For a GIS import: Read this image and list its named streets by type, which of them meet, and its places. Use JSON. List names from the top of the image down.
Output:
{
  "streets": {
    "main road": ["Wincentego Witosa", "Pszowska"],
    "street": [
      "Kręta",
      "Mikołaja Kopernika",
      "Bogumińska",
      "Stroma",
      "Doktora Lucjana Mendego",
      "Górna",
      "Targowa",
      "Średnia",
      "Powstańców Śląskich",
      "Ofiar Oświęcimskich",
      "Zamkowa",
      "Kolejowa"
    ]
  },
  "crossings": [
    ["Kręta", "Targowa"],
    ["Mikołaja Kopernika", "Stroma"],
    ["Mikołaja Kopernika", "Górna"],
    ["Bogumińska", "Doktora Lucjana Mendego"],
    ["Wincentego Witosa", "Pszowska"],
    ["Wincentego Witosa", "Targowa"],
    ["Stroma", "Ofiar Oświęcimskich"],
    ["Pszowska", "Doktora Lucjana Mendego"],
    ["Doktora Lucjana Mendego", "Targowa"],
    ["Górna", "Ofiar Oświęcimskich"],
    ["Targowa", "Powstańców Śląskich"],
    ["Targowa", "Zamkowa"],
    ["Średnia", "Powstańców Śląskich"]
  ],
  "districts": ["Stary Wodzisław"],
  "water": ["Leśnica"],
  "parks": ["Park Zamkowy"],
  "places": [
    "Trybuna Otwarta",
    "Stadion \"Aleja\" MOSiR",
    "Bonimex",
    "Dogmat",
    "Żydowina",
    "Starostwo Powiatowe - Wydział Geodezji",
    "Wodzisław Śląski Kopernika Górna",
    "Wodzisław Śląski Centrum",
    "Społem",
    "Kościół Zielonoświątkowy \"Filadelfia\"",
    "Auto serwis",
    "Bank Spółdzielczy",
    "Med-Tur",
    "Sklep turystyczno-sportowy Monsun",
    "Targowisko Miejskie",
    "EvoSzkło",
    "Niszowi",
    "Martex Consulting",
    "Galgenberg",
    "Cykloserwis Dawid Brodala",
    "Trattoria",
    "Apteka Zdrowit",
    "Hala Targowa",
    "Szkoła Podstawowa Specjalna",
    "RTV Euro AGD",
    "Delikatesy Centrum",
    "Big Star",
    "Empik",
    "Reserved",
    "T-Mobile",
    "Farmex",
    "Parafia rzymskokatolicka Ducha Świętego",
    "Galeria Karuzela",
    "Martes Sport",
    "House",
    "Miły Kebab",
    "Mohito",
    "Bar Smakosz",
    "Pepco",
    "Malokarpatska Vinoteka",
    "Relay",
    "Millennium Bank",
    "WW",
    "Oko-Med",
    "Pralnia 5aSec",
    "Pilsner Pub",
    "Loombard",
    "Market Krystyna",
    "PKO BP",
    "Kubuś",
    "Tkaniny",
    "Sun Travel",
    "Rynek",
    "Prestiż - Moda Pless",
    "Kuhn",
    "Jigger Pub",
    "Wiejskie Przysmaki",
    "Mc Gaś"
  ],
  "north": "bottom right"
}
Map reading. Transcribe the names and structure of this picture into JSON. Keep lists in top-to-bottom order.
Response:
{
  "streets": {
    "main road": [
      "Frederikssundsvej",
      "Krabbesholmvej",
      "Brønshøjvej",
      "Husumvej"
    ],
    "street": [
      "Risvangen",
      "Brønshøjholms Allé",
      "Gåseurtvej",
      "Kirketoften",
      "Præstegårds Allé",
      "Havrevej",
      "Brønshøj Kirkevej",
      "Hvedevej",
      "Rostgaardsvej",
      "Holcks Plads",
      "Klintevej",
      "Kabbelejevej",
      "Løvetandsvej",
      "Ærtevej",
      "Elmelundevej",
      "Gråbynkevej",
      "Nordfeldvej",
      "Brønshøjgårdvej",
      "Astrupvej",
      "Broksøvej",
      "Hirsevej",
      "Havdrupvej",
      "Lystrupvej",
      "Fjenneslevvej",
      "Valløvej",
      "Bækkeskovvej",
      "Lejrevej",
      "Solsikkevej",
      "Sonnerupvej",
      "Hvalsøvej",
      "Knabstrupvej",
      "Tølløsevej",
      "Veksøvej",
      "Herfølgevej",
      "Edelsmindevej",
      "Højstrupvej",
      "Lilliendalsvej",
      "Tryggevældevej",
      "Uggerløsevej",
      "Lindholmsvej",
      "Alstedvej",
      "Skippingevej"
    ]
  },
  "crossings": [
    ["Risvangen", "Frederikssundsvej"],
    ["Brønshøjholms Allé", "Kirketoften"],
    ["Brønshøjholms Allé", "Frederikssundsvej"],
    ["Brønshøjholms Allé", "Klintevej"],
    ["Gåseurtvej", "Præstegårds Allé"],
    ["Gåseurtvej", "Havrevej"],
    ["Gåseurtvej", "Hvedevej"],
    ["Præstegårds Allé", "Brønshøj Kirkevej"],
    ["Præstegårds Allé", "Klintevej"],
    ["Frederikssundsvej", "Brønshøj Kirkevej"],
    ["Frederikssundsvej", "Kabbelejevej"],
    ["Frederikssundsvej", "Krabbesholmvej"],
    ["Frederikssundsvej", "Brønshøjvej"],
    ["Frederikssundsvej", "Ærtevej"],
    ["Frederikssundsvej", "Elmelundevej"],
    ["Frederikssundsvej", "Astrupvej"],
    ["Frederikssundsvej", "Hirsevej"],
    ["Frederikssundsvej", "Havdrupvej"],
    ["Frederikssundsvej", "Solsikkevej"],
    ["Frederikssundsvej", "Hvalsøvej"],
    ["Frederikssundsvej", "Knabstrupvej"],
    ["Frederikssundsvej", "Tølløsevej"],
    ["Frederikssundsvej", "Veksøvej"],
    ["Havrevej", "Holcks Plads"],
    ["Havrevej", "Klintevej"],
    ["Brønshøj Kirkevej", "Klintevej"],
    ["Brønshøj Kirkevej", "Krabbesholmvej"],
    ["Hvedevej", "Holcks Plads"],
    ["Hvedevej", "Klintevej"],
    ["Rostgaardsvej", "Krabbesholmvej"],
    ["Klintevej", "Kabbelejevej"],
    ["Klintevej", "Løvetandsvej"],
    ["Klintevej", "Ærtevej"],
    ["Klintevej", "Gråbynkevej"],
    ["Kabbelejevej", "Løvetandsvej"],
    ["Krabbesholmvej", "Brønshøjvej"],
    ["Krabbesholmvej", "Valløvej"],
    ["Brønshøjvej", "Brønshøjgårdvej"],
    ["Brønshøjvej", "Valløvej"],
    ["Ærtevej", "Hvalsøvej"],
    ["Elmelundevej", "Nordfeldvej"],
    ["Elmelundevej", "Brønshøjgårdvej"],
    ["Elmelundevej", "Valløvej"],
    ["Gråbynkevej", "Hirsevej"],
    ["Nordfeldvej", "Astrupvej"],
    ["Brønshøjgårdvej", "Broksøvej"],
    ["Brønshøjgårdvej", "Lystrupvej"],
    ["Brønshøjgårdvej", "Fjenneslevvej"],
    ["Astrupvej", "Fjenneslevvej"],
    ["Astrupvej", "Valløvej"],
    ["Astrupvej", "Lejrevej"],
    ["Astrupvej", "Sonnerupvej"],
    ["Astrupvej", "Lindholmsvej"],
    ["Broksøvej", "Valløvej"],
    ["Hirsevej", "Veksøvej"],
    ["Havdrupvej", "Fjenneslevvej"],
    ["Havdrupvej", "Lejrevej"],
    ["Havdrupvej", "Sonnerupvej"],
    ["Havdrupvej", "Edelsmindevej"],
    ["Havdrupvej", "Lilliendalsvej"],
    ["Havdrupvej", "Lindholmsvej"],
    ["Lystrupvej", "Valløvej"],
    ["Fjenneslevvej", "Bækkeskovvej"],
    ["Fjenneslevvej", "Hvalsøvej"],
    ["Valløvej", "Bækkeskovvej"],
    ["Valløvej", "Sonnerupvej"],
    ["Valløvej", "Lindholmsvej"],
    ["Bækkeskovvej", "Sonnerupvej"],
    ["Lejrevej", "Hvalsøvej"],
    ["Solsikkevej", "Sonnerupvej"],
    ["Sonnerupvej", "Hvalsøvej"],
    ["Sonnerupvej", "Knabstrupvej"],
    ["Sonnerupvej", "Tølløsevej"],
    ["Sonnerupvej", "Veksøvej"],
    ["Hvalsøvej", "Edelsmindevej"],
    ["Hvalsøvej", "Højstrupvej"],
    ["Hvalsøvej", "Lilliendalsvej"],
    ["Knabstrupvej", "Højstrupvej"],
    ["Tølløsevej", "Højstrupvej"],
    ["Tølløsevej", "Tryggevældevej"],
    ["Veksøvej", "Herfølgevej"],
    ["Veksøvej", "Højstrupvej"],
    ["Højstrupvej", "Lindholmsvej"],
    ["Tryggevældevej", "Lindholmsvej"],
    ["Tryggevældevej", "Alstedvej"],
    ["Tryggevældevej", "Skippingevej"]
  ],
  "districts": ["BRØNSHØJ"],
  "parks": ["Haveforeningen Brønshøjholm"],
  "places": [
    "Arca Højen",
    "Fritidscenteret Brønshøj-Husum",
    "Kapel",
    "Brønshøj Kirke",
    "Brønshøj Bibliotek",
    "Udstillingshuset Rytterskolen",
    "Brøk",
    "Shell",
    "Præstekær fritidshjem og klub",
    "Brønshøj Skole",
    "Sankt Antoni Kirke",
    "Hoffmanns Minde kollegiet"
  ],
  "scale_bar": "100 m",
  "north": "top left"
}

======

§ Your objective
Wherever the string "Bogumińska" occurs in the data, copy the line that holds it.

§ Task result
      "Bogumińska",
    ["Bogumińska", "Doktora Lucjana Mendego"],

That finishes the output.